Breaking The Wheel

Story Points for Feature Estimation – Game Planning With Science! Part 5 Featured Image

Story Points for Feature Estimation – Game Planning With Science! Part 5

In Part 4 of “Game Planning With Science!”, I covered the central limit theorem, and how we can use it for forecasting feature development. At the end of the post I acknowledged that it’s no mean feat to track the time per individual feature without some heavy duty project management software and a team that is superlatively disciplined about tracking their time. In Part 5, I’m going to give you my favorite tool for getting around this problem: Story Points.

The article image for “Story Points for Feature Estimation” is from GraphicStock. Used under license.

Previously on “Game Planning With Science!”: Part 1 Part 2 Part 3 Part 4


By Reading This Post, You Will Learn:

  • The distinction between accuracy and precision and why it’s important to balance the two
  • The downsides forecasting in discrete units of time
  • What a story point is and why it’s a superior form of estimation versus time
  • How to estimate a feature using story points

Accuracy vs. Precision

First off, it’s important to acknowledge that there is a difference between accuracy and precision. We tend to conflate those two terms, but they are actually quite distinct. Accuracy is an appraisal of whether an answer or measurement actually encapsulates the truth. Precision, on the other hand, is the magnitude of the answer or measurement’s margin of error.

Imagine a man who weighs exactly 200 pounds, no more, no less.

  • Saying that he weighs between 170 and 190 pounds is neither precise nor accurate
  • Meanwhile, saying that he weighs between 190 and 210 pounds is accurate, but not precise
  • Saying that he weighs 176.3334334433 pounds is precise, but not accurate
  • But saying he weighs 200.0000000 pounds is both accurate and precise

Forecasting is a Balance Between Accuracy and Precision (but Accuracy is More Important)

Now, obviously, we’d all love to have the fourth scenario. But, when it comes to forecasting, there is an inverse relationship between accuracy and precision. Think back to the confidence interval formulas from Part 4. If you want a higher degree of confidence, you need to accept that the interval will be wider (less precise).
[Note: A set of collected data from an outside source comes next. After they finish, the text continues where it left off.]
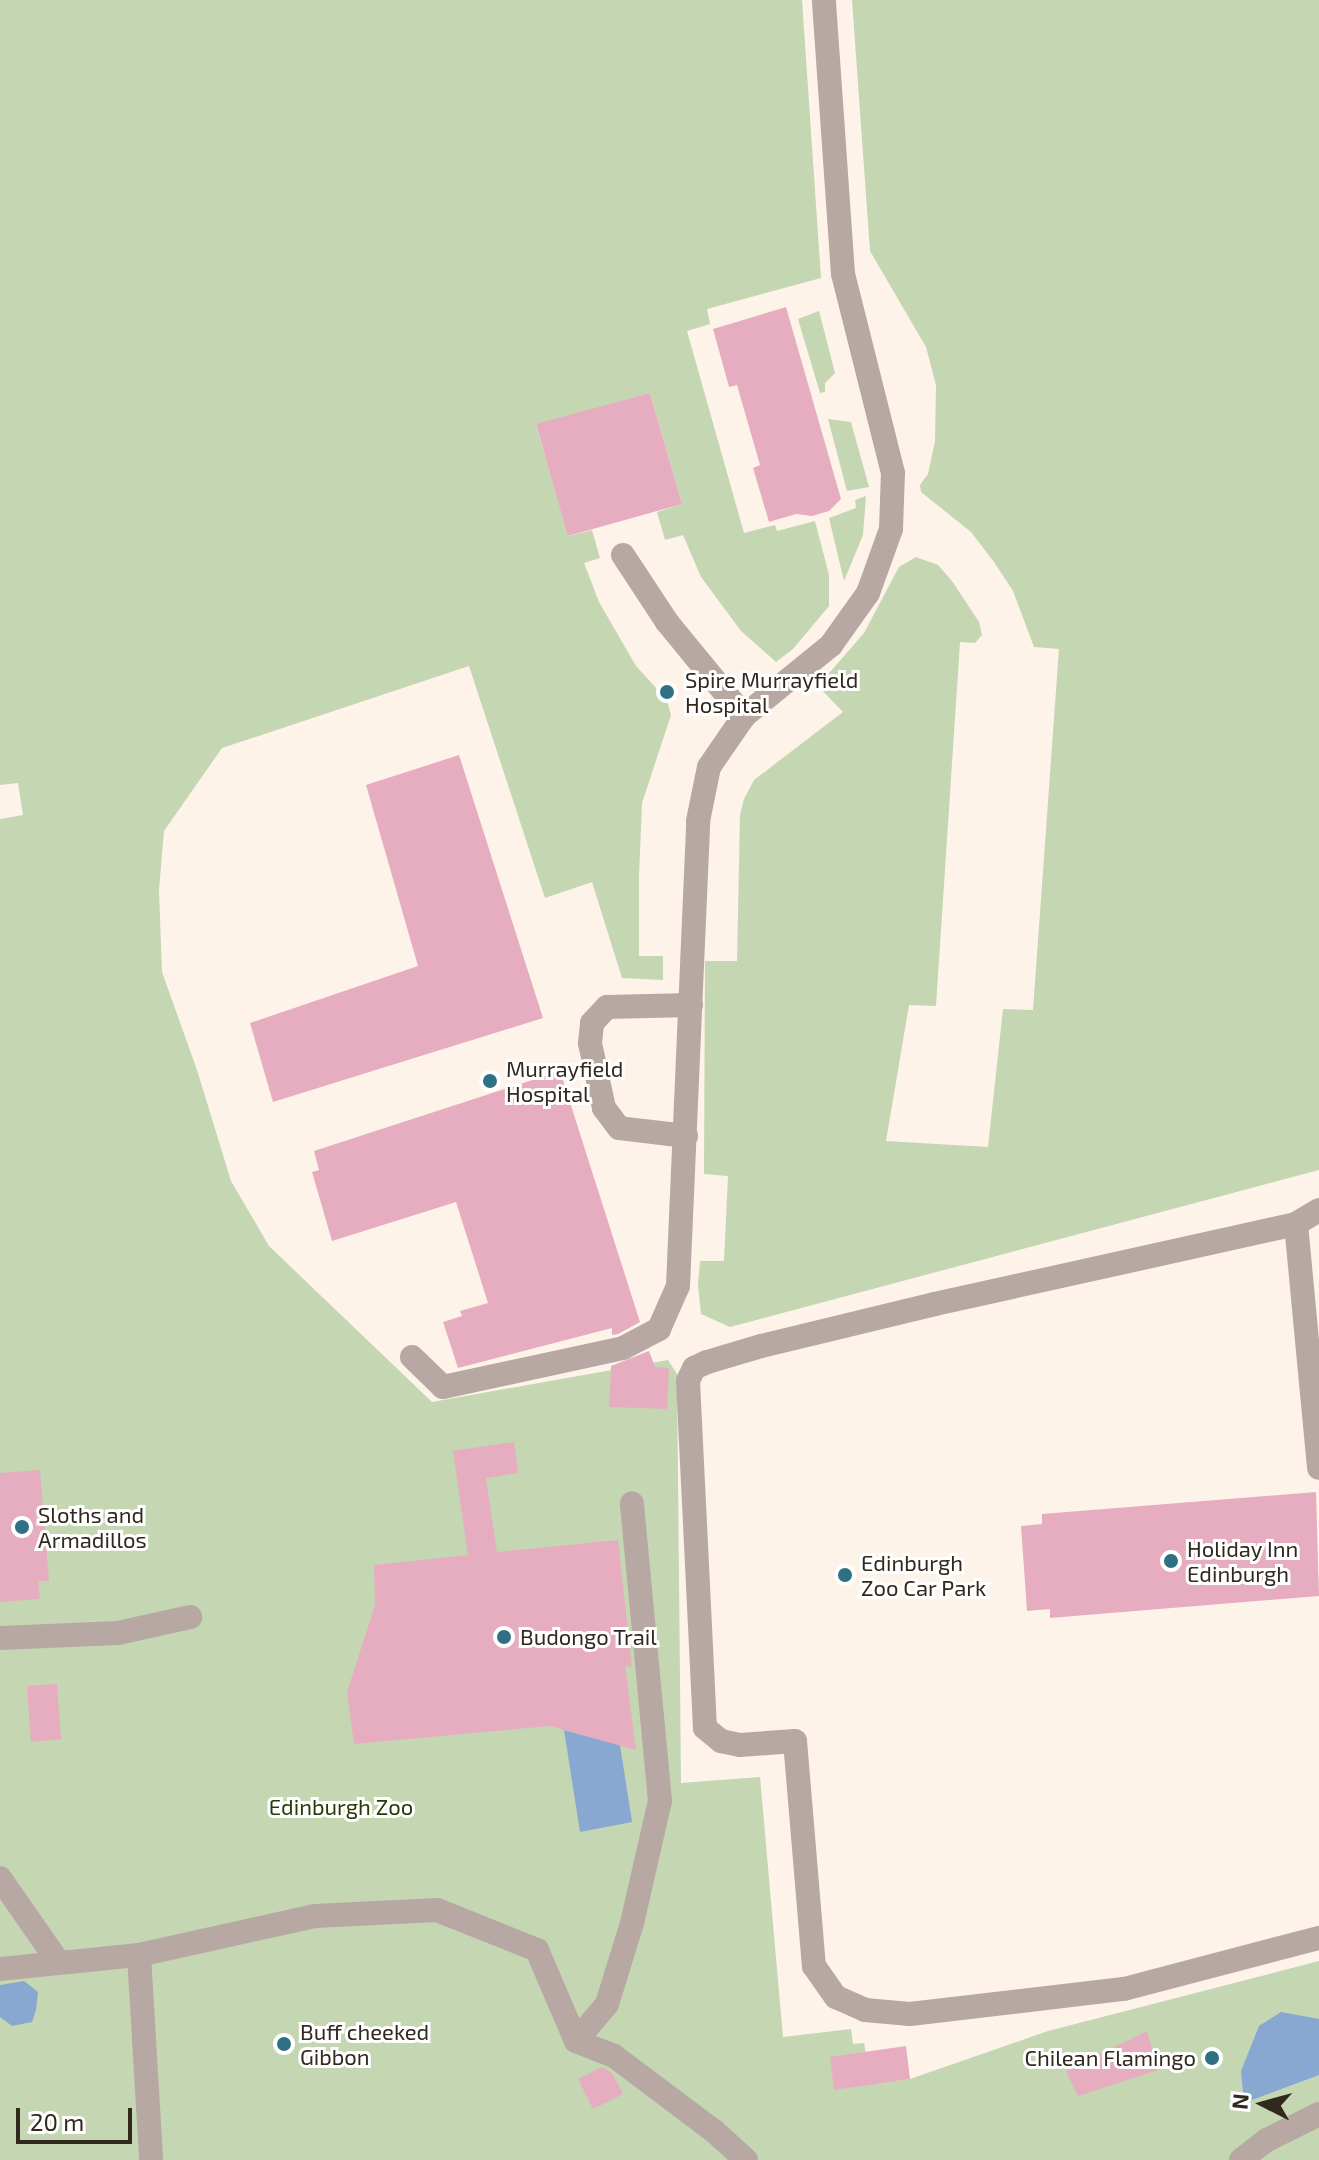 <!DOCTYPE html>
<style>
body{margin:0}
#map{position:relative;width:1319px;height:2160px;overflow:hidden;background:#fdf3e8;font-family:"Exo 2",sans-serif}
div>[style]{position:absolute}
.green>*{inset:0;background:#c5d6b3}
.water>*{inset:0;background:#88a7d1}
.building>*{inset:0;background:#e6adc0}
.lane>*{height:24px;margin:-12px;padding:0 12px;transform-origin:12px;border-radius:12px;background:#b8a8a4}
.dots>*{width:22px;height:22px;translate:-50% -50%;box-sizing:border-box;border:4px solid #fff;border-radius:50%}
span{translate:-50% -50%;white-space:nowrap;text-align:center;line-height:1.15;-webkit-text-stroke:6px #fff;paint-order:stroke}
.poi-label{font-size:22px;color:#31281e}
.left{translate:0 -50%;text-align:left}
.right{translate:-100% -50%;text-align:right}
.park-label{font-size:22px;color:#273b05}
.north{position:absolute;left:1223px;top:2064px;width:80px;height:80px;-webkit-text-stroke:6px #fff;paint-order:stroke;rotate:276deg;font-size:22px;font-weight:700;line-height:32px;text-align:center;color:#31281e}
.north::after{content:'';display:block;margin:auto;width:28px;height:36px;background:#31281e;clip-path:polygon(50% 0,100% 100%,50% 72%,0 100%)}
.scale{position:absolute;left:16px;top:2108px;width:116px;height:36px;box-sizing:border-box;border:4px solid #31281e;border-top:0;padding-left:10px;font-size:24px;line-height:28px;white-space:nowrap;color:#31281e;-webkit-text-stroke:6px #fff;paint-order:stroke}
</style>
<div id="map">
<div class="green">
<i style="clip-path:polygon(0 0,802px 0,821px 278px,707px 309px,710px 324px,687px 331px,744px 533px,775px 525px,777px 531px,815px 521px,829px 575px,829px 606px,793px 649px,776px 662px,741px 631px,701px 577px,683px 535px,665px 540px,657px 512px,682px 504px,650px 393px,536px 425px,569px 536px,592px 530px,600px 558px,584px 563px,599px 602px,636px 666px,667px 700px,671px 715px,642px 803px,639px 876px,639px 956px,663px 956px,663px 980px,622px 978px,592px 882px,545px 898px,469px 666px,222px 748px,164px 831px,159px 890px,162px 972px,197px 1070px,231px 1181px,269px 1246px,432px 1402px,668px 1360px,677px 1374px,681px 1783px,760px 1777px,783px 2037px,851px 2029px,853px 2044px,864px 2043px,871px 2084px,910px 2079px,1048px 2031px,1319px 1961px,1319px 2160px,0 2160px,0 819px,23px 815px,18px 783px,0 785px)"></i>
<i style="clip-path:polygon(852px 0,1319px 0,1319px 1170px,730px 1327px,701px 1314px,698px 1285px,700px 1261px,724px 1261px,728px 1176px,704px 1174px,705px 961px,737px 961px,740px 815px,744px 799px,754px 780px,843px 712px,818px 686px,864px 633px,899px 567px,916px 557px,938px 565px,952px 581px,979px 622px,982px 635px,975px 643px,960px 642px,936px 1006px,909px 1005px,886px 1141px,988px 1147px,1003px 1009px,1033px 1010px,1059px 649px,1034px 647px,1013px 591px,994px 562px,971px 532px,921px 492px,920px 485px,928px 474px,935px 441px,936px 385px,926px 347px,870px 251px)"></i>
<i style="clip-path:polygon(819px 311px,835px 373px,825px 383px,825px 392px,820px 393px,798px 319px)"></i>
<i style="clip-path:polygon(828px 419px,851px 422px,869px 487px,847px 491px)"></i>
<i style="clip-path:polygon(866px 496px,863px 535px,844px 581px,829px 518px,856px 508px,855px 500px)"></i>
</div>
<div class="water">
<i style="clip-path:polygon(564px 1730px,620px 1745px,632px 1822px,580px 1832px)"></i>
<i style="clip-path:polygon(24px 1981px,38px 1992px,36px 2010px,32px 2022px,12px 2026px,0 2017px,0 1985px)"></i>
<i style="clip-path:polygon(1281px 2012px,1319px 2019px,1319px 2075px,1244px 2103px,1241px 2071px,1259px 2026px)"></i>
</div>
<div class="building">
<i style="clip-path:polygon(786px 307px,841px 499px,829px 511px,812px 516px,796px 514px,769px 522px,753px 468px,760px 465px,737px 385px,729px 387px,713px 329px)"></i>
<i style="clip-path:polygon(650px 393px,682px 504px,568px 536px,536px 424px)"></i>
<i style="clip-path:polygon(459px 755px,543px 1018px,273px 1102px,250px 1023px,418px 966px,366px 785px)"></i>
<i style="clip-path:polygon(560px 1071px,640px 1322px,618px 1334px,612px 1335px,612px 1328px,458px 1368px,443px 1322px,462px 1316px,460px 1311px,488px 1303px,456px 1202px,332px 1241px,312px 1172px,319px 1170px,314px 1151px)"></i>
<i style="clip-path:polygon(649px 1351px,655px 1367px,669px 1368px,667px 1409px,609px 1407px,611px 1366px)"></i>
<i style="clip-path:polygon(514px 1442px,518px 1473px,486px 1478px,497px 1552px,618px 1540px,632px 1667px,625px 1666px,636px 1750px,550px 1726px,354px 1744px,347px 1692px,375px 1605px,374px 1565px,468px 1555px,453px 1451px)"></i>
<i style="clip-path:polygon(40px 1470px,49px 1581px,38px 1581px,40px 1599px,0 1602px,0 1473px)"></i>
<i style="clip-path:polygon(1316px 1492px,1319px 1596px,1050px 1618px,1050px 1609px,1027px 1611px,1021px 1526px,1042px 1524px,1042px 1514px)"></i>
<i style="clip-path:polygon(57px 1684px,61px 1739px,31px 1742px,27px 1686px)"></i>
<i style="clip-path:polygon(1147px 2031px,1158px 2070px,1078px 2096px,1066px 2071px)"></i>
<i style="clip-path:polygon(906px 2046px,910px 2079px,834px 2090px,830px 2057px)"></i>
<i style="clip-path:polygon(602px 2067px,612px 2073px,623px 2094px,593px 2109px,578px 2079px)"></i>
</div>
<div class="lane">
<i style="left:623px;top:555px;width:80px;rotate:56.7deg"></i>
<i style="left:667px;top:622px;width:122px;rotate:50.7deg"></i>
<i style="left:686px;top:1136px;width:67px;rotate:-173.2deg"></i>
<i style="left:619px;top:1128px;width:25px;rotate:-127deg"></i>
<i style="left:604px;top:1108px;width:66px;rotate:-102.2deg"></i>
<i style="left:590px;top:1043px;width:20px;rotate:-84deg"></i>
<i style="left:592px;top:1023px;width:22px;rotate:-47deg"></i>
<i style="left:607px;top:1007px;width:84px;rotate:-1.4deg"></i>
<i style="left:1319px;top:1210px;width:27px;rotate:149deg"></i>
<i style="left:1296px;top:1224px;width:370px;rotate:167.5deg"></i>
<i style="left:935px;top:1304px;width:179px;rotate:166.4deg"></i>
<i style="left:761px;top:1346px;width:56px;rotate:163.5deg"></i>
<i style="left:707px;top:1362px;width:14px;rotate:155deg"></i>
<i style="left:694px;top:1368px;width:14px;rotate:115deg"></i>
<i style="left:688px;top:1381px;width:347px;rotate:87.2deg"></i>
<i style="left:705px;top:1728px;width:21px;rotate:39deg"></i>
<i style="left:721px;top:1741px;width:19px;rotate:12deg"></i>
<i style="left:740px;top:1745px;width:55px;rotate:-4.2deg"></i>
<i style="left:795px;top:1741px;width:226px;rotate:85.2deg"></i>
<i style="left:814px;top:1966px;width:38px;rotate:55deg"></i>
<i style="left:836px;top:1997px;width:32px;rotate:24deg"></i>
<i style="left:865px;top:2010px;width:45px;rotate:5.1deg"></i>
<i style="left:910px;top:2014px;width:215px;rotate:-6.7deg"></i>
<i style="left:1124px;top:1989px;width:202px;rotate:-14.7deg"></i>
<i style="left:1296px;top:1224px;width:245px;rotate:84.6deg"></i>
<i style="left:412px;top:1357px;width:43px;rotate:44.1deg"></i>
<i style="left:443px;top:1387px;width:184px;rotate:-12.2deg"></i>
<i style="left:623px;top:1348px;width:41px;rotate:-27.8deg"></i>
<i style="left:659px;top:1329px;width:47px;rotate:-66.2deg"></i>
<i style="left:678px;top:1286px;width:465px;rotate:-87.5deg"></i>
<i style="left:698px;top:821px;width:55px;rotate:-78.5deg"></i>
<i style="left:709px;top:767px;width:62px;rotate:-55.5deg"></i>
<i style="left:744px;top:716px;width:112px;rotate:-39.2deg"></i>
<i style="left:831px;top:645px;width:64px;rotate:-54.6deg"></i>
<i style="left:868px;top:593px;width:68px;rotate:-70.2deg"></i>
<i style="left:891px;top:529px;width:56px;rotate:-88deg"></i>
<i style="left:893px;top:473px;width:205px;rotate:-104.1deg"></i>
<i style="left:843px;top:274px;width:275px;rotate:-94deg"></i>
<i style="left:0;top:1638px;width:118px;rotate:-2.4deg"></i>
<i style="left:118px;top:1633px;width:74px;rotate:-12.5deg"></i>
<i style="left:0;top:1878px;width:103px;rotate:55.2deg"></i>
<i style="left:139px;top:1955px;width:205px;rotate:86.6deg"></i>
<i style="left:0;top:1969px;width:140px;rotate:-5.8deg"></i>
<i style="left:139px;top:1955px;width:180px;rotate:-12.5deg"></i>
<i style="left:315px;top:1916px;width:122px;rotate:-2.8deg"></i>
<i style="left:437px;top:1910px;width:108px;rotate:21.8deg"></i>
<i style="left:537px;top:1950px;width:99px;rotate:66.8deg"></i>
<i style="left:576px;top:2041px;width:41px;rotate:21.5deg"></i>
<i style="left:614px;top:2056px;width:125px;rotate:36.9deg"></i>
<i style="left:714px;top:2131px;width:43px;rotate:42.2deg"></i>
<i style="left:576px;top:2041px;width:48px;rotate:-50deg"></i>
<i style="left:607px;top:2004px;width:85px;rotate:-72.8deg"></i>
<i style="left:632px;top:1923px;width:125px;rotate:-77.1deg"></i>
<i style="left:660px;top:1801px;width:299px;rotate:-95.4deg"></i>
<i style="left:1241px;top:2160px;width:33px;rotate:-38deg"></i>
<i style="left:1267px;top:2140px;width:58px;rotate:-26.6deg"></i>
</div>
<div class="dots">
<i style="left:667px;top:692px;background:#307084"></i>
<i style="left:490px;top:1081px;background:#307084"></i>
<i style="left:22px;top:1527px;background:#307084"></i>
<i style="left:1171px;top:1561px;background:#307084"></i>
<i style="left:845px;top:1575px;background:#307084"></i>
<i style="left:504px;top:1637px;background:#307084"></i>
<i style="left:284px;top:2044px;background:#307084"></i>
<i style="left:1212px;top:2058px;background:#307084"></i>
</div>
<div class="poi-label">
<span class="left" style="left:685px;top:692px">Spire Murrayfield<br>Hospital</span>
<span class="left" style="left:506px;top:1081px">Murrayfield<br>Hospital</span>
<span class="left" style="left:38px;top:1527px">Sloths and<br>Armadillos</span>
<span class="left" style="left:1187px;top:1561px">Holiday Inn<br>Edinburgh</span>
<span class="left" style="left:861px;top:1575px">Edinburgh<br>Zoo Car Park</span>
<span class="left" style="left:520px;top:1637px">Budongo Trail</span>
<span class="left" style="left:300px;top:2044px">Buff cheeked<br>Gibbon</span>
<span class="right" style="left:1196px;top:2058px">Chilean Flamingo</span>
</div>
<div class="park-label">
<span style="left:341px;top:1807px">Edinburgh Zoo</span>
</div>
<div class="north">N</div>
<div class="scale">20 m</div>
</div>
The only way to increase accuracy and precision simultaneously is to gather more data or reduce the variability of your process outputs (eg, make the time per feature less variable).

Given that we need to prioritize one or the other, I’ll go with accuracy over precision every time. The terms aren’t mutually exclusive. You need some degree of precision for forecasts to be meaningful. But I’m more concerned with being correct than being specific.

What’s Wrong With Being Specific?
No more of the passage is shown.